PROVIDED MATERIAL START

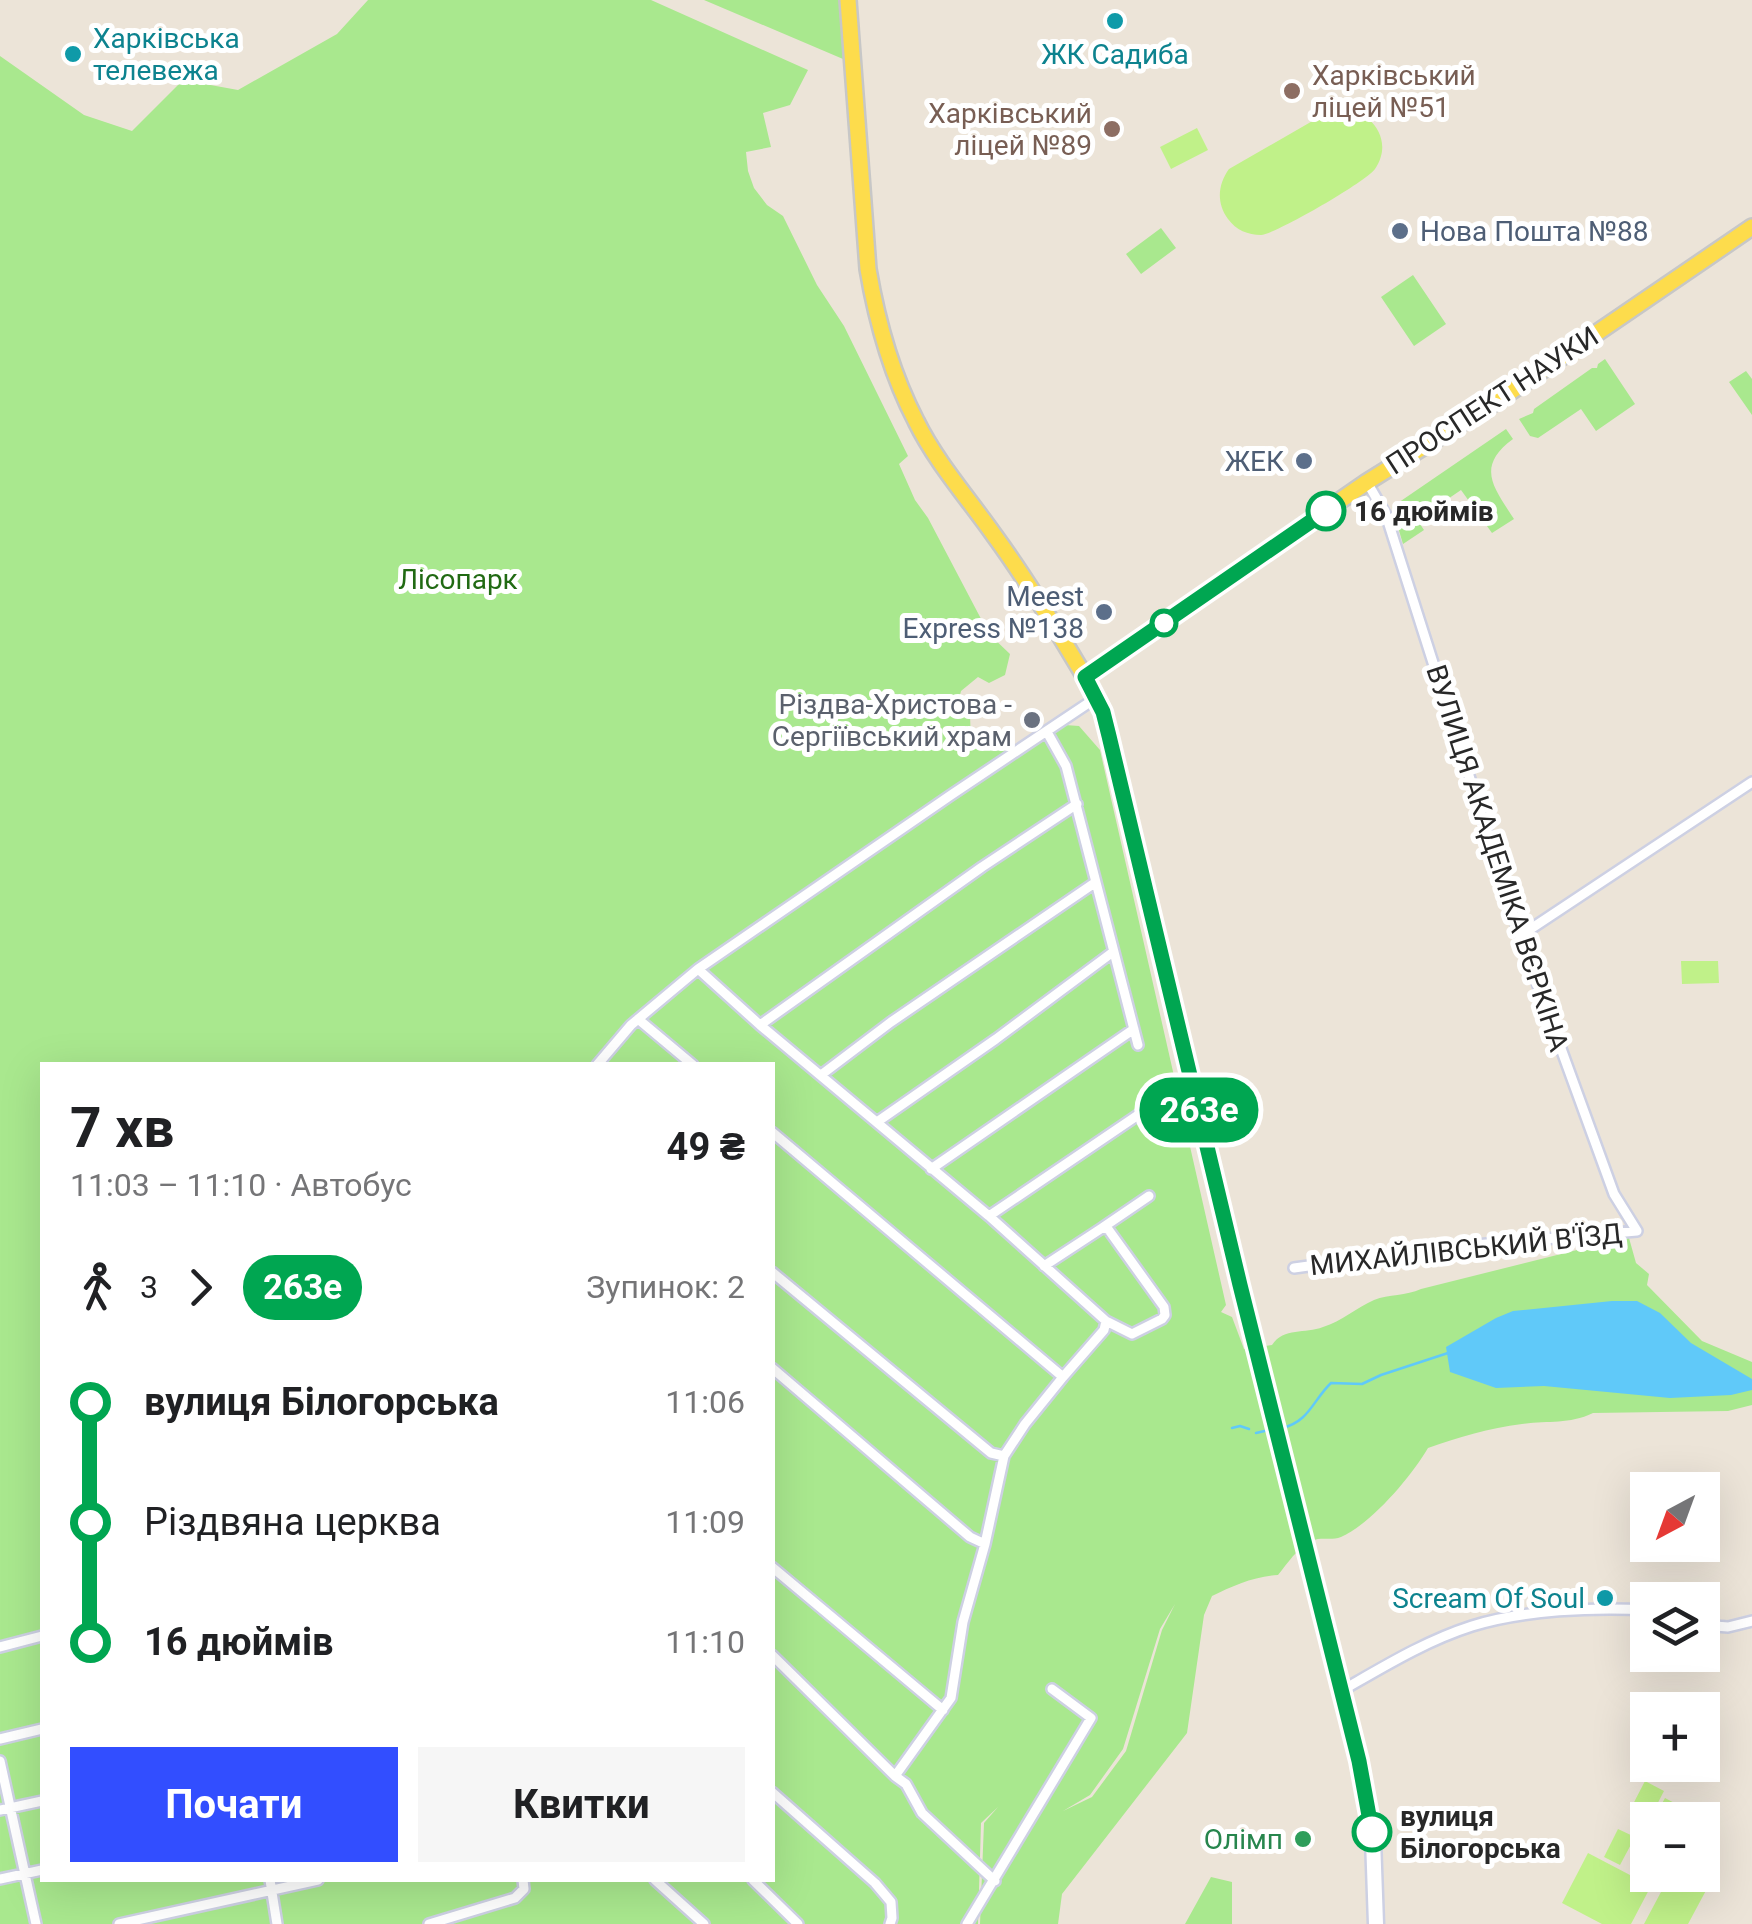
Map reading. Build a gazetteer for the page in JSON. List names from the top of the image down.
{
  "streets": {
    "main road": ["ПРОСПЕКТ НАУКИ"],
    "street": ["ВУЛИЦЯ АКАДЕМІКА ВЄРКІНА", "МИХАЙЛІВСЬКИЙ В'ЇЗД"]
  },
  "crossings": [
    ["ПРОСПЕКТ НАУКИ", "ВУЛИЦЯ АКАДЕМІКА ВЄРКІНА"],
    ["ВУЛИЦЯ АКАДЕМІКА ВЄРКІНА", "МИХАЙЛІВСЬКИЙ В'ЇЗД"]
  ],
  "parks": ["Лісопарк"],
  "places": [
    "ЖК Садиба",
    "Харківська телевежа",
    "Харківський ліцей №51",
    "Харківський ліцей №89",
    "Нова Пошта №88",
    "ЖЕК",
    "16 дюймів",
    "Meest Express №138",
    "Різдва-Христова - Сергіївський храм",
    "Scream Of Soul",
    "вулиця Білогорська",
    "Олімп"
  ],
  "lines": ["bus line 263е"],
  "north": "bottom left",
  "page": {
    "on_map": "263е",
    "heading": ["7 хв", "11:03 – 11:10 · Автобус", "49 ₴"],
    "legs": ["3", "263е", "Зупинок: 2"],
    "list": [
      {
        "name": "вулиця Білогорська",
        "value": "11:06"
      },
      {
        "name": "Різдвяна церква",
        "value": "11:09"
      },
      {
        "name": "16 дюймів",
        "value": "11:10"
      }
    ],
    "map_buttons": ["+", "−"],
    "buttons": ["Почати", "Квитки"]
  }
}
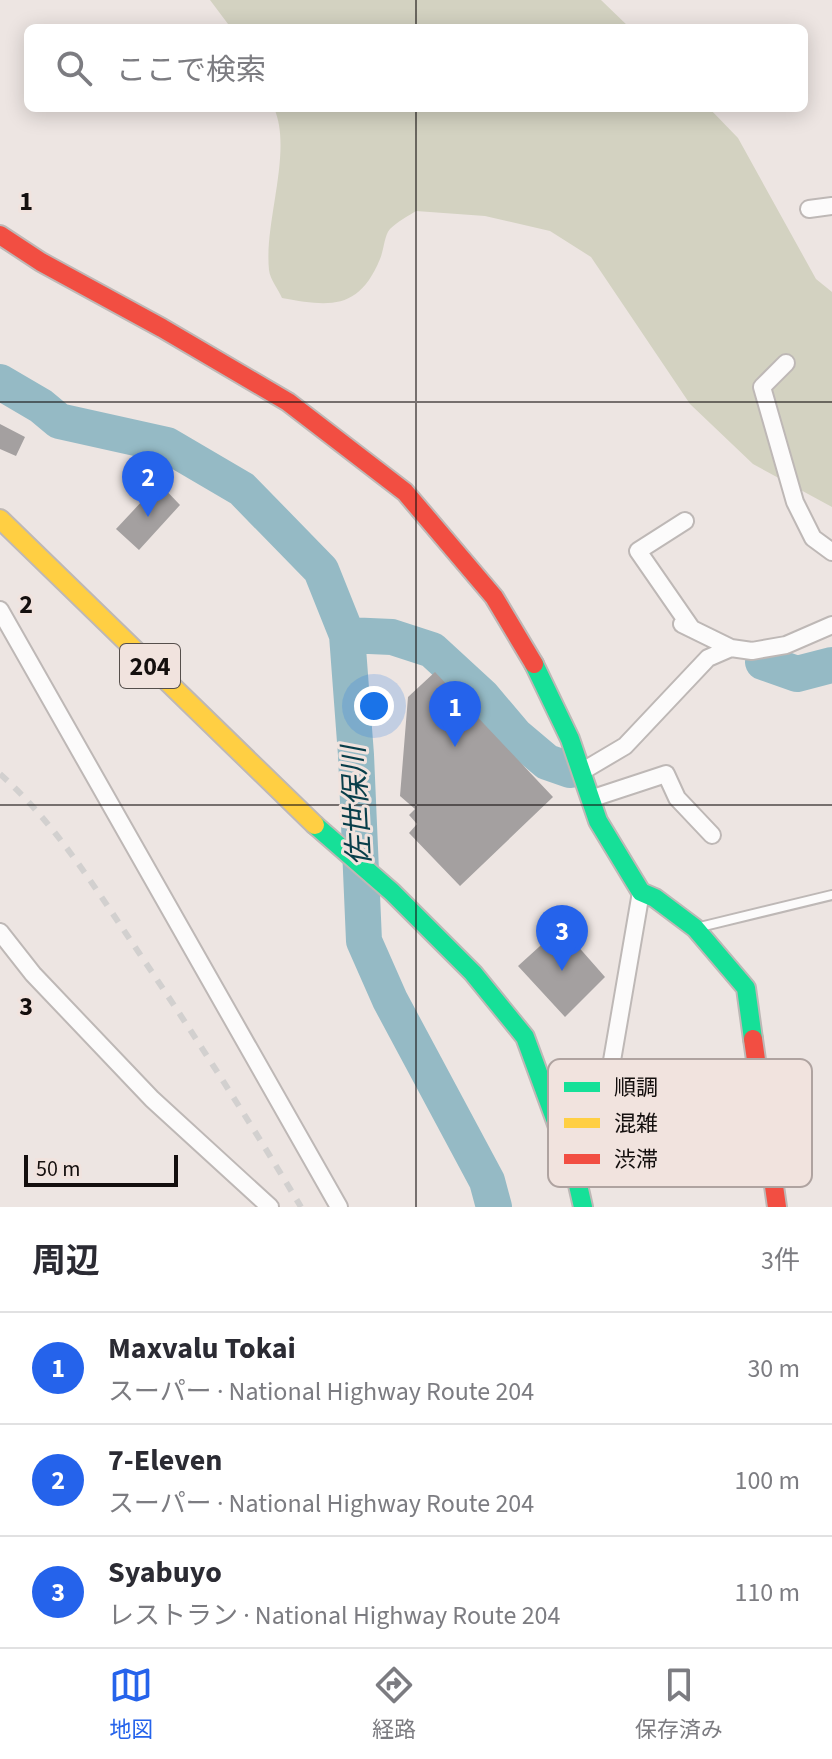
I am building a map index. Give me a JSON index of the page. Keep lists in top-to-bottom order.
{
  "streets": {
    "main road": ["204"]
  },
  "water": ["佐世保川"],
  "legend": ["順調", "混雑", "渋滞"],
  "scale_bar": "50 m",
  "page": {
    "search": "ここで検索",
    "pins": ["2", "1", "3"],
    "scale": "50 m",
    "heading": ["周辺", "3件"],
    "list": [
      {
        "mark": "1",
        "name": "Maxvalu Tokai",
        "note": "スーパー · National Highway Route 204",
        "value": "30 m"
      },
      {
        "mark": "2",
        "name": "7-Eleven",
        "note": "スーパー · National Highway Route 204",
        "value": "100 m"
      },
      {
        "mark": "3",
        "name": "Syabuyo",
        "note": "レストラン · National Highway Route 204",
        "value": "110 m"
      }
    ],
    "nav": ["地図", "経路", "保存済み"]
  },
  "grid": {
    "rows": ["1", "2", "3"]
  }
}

PROVIDED MATERIAL END

> [ASSIGNMENT] Reproduce each line of the material in which the string "page" occurs.

> [WRITTEN SOLUTION]
Map reading. Build a gazetteer for the page in JSON. List names from the top of the image down.
  "page": {
I am building a map index. Give me a JSON index of the page. Keep lists in top-to-bottom order.
  "page": {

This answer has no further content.